January 02, 2025

Architecture

My four-thread architecture

In this architecture I use four main threads: Input, Worker, Memory, and Monologue.

Input – handling raw stimuli

The Input thread handles incoming stimuli. It prints the prompt, reads whatever I type, and pushes it into a queue for the main logic. It doesn’t interpret or decide anything, it just lets information into the system.
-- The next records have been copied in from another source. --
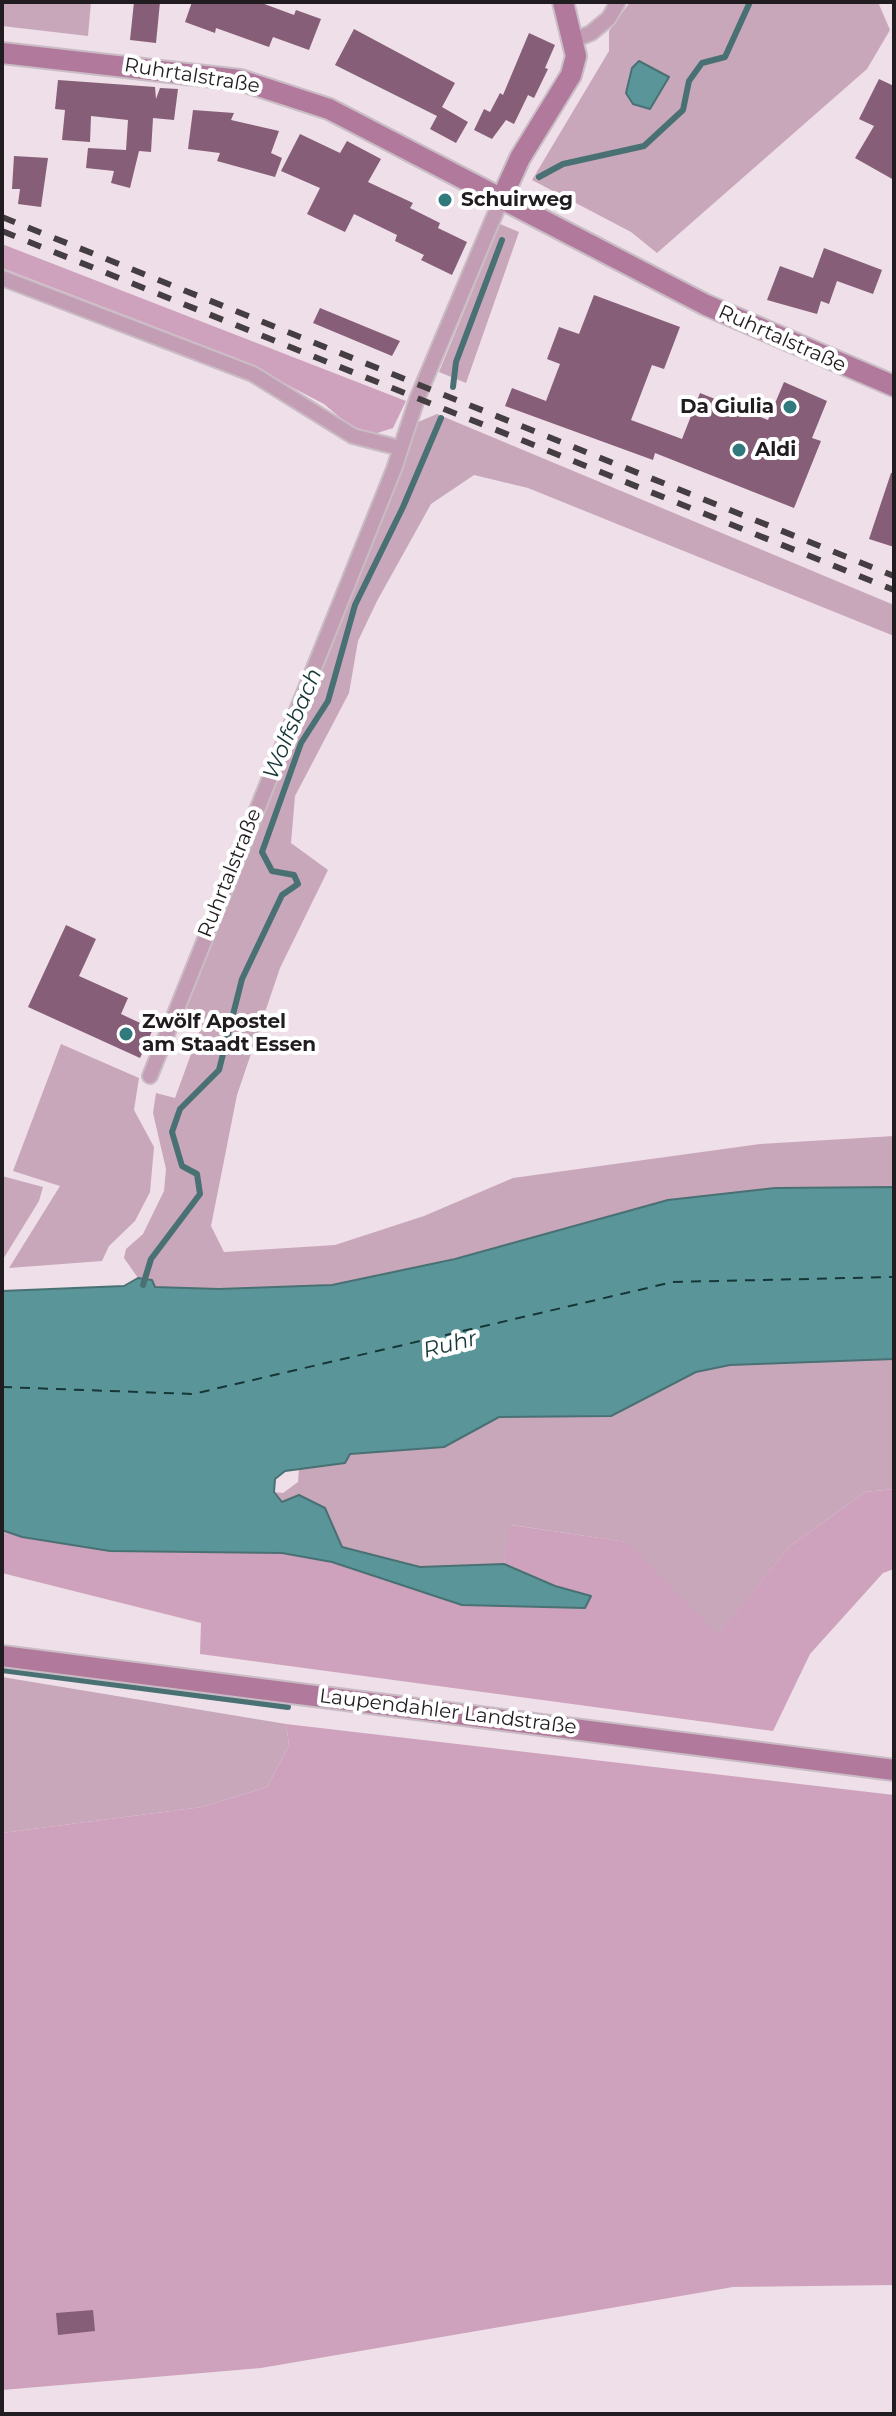 <!DOCTYPE html>
<meta charset="utf-8">
<style>
body{margin:0}
#map{position:relative;width:896px;height:2416px;overflow:hidden;background:#eedfe8;font-family:Montserrat,sans-serif}
canvas{display:block}
.frame{position:absolute;inset:0;border:4px solid #211c1f;pointer-events:none}
</style>
<div id="map">
<canvas width="896" height="2416"></canvas>
<div class="frame"></div>
</div>
<script>
const ctx = document.querySelector('canvas').getContext('2d');
ctx.lineJoin = 'round';
function fillPath(path, color) { ctx.fillStyle = color; ctx.fill(path, 'evenodd'); }
const toPath = rows => new Path2D(rows.map(r => 'M' + r).join(''));
function stroke(path, color, width, dash) { ctx.strokeStyle = color; ctx.lineWidth = width; ctx.lineCap = dash ? 'butt' : 'round'; ctx.setLineDash(dash || []); ctx.stroke(path); }
function drawText(font, color, halo, rows, align = 'center') {
  ctx.font = font + ' Montserrat,sans-serif'; ctx.lineWidth = 8; ctx.setLineDash([]); ctx.textBaseline = 'middle'; ctx.strokeStyle = halo; ctx.fillStyle = color; for (const [text, x, y, turn = 0] of rows) {
    ctx.save(); ctx.translate(x, y); ctx.rotate((+turn || 0) * Math.PI / 180); ctx.textAlign = isNaN(turn) ? turn : align; if (halo) ctx.strokeText(text, 0, 0); ctx.fillText(text, 0, 0); ctx.restore();
  }
}
const green = toPath([
 [2,2,91,2,88,36,2,26],
 [630,2,878,2,890,30,867,69,657,253,631,232,532,180,609,51,609,31],
 [500,224,519,232,466,383,439,372],
 [437,414,894,605,894,636,528,488,474,475,431,504,377,601,358,641,349,693,295,796,291,843,328,870,280,968,237,1095,211,1226,224,1252,335,1245,424,1216,513,1178,760,1144,894,1136,894,1187,775,1188,332,1285,219,1289,155,1287,152,1280,138,1278,124,1258,126,1249,143,1234,164,1191,166,1169,153,1113,156,1093,175,1098,202,1024,183,1004,418,422],
 [61,1044,139,1078,134,1110,154,1147,150,1192,135,1221,109,1246,102,1261,9,1268,60,1186,13,1171],
 [2,1176,43,1187,39,1201,2,1261],
 [894,1359,894,1489,865,1492,789,1547,718,1636,626,1542,512,1525,504,1564,653,1597,504,1564,420,1567,342,1547,325,1508,282,1502,273,1492,283,1493,298,1482,299,1469,345,1463,349,1454,444,1447,499,1417,611,1416,696,1372,730,1365],
 [2,1677,286,1724,289,1745,267,1787,202,1807,2,1833]
]);
const forest = toPath([
 [2,244,406,401,393,428,374,434,350,426,324,404,236,358,2,268],
 [894,1489,894,1569,883,1573,810,1654,773,1731,200,1654,201,1623,2,1573,2,1530,22,1537,110,1551,282,1553,332,1562,462,1605,584,1608,591,1596,555,1586,504,1564,511,1525,627,1542,718,1635,789,1547,865,1492],
 [286,1724,894,1795,894,2285,733,2287,261,2368,2,2390,2,1833,202,1807,267,1787,289,1745]
]);
const water = toPath([
 [639,61,669,77,650,109,633,104,626,93,632,68,639,61],
 [894,1187,894,1359,730,1365,696,1372,611,1416,499,1417,444,1447,350,1454,345,1463,285,1471,275,1479,274,1492,282,1502,299,1495,325,1508,342,1547,420,1567,504,1564,555,1586,591,1596,585,1608,462,1605,332,1562,282,1553,110,1551,22,1537,2,1530,2,1291,124,1286,138,1278,152,1280,155,1287,219,1289,332,1285,455,1259,668,1200,775,1188,894,1187]
]);
const stream = toPath([
 [539,177,563,164,644,146,683,110,689,81,702,63,725,57,750,2],
 [453,387,456,362,502,240],
 [143,1285,151,1259,200,1194,197,1174,182,1166,172,1132,180,1109,219,1070,242,979,282,895,298,884,294,875,272,871,262,852,301,743,328,701,355,605,403,507,441,418],
 [2,1670,288,1707]
]);
const ferry = toPath([
 [2,1387,193,1394,673,1282,894,1277]
]);
const building = toPath([
 [134,2,160,2,156,43,130,40],
 [192,2,259,2,294,15,296,10,321,19,309,50,273,37,269,47,216,28,215,33,185,22],
 [354,29,455,83,442,107,468,122,456,143,430,129,437,116,335,65],
 [529,33,555,45,545,68,548,69,534,98,528,95,514,124,506,120,492,139,474,130,484,109,490,112,500,93,503,95],
 [879,79,894,86,894,180,855,158,874,126,859,119],
 [58,80,155,87,156,99,160,88,178,89,174,120,153,118,151,152,139,151,130,188,111,183,114,171,86,168,88,148,126,150,128,120,91,116,90,142,62,140,65,110,55,109],
 [193,110,234,113,231,120,279,131,271,153,282,158,275,177,217,161,220,153,188,149],
 [300,134,340,153,347,141,381,159,368,182,413,203,410,208,440,223,438,228,467,242,452,275,421,260,424,255,395,241,397,235,354,214,345,232,307,214,320,188,281,171],
 [14,156,48,158,41,207,18,204,20,189,12,189],
 [824,248,882,270,873,294,837,281,829,304,821,301,817,314,767,300,780,266,813,278],
 [594,295,680,327,664,369,652,365,631,420,682,439,700,393,768,420,784,382,827,401,812,438,821,441,794,508,655,453,653,460,505,406,512,388,546,401,560,364,547,359,559,327,579,334],
 [320,308,400,341,392,356,313,323],
 [891,473,894,473,894,547,869,539],
 [66,925,96,939,79,976,128,998,121,1014,153,1029,140,1058,28,1007],
 [93,2310,95,2331,58,2335,56,2313]
]);
const street = toPath([
 [574,40,591,33,609,18,618,2],
 [2,278,253,374,353,436,400,448],
 [150,1076,394,469,417,399,501,200]
]);
const secondary = toPath([
 [2,53,240,80,329,109,706,305,894,386],
 [501,200,520,158,571,75,576,56,563,2],
 [2,1656,894,1770]
]);
const rail = toPath([
 [2,217,894,576],
 [2,231,894,590]
]);
const markers = [
 [445,200,8,"#30797d"],
 [790,407,8,"#30797d"],
 [739,450,8,"#30797d"],
 [126,1034,8,"#30797d"]
];
const streetNames = [
 ["Ruhrtalstraße",192,76,9],
 ["Ruhrtalstraße",782,339,24],
 ["Ruhrtalstraße",230,873,-68],
 ["Laupendahler Landstraße",448,1712,7]
];
const poiNames = [
 ["Schuirweg",461,200],
 ["Da Giulia",774,407,"right"],
 ["Aldi",755,450],
 ["Zwölf Apostel",142,1022],
 ["am Staadt Essen",142,1045]
];
const waterNames = [
 ["Wolfsbach",293,724,-67],
 ["Ruhr",450,1345,-14]
];
fillPath(green, '#c9a7bb');
fillPath(forest, '#cea2bc');
fillPath(water, '#5a9699');
stroke(water, '#497174', 2);
stroke(stream, '#497174', 6);
stroke(ferry, '#173637', 2, [10, 8]);
fillPath(building, '#865e77');
stroke(street, '#c9bcc4', 18);
stroke(secondary, '#c9bcc4', 24);
stroke(street, '#c39db4', 14);
stroke(secondary, '#b1799c', 20);
stroke(rail, '#443e42', 6, [14, 14]);
for (const [x, y, r, color] of markers) { const dot = new Path2D(); dot.arc(x, y, r, 0, 2 * Math.PI); ctx.fillStyle = color; ctx.fill(dot); stroke(dot, '#fff', 3); }
drawText('20px', '#211c1f', '#fff', streetNames);
drawText('bold 20px', '#211c1f', '#fff', poiNames, 'left');
drawText('italic 22px', '#173637', '#fff', waterNames);
</script>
Worker – the thinking layer

The Worker thread is the thinking layer. It takes over tasks (user messages, tool results), assembles:

the current context,
the relevant memories,
the internal monologue message,

and based on all that it calls the LLM. The actual reply and any tool calls are produced here.

Memory – long-term memory

The Memory thread is the long-term memory. It automatically watches the current situation and new messages, and based on the context it generates “memory images”:

it decides what’s important,
stores those pieces in a structured way (with embeddings),
later it can return similar past situations to the Worker,

so the Worker doesn’t have to rely only on the fresh log.

Monologue – inner voice / subconscious

The Monologue thread is the inner voice, essentially a subconscious layer. It watches a global log, evaluates the situation, tries to spot patterns, and from time to time it supports the Worker with short insights and ideas.

These inner messages never appear directly in the user-facing output; they show up indirectly as background intuition in the system prompt.

Continuous presence instead of Q→A

Taken together, this does not behave like a classic question → answer interaction, but more like a continuous presence:

the Input + Worker threads continuously process incoming stimuli,
the Monologue reflects on them in a subconscious way and suggests directions,
the Memory thread automatically builds and returns memory images that match the current situation.

This is how I get from simple Q→A towards a system that is always “there” and processing what happens.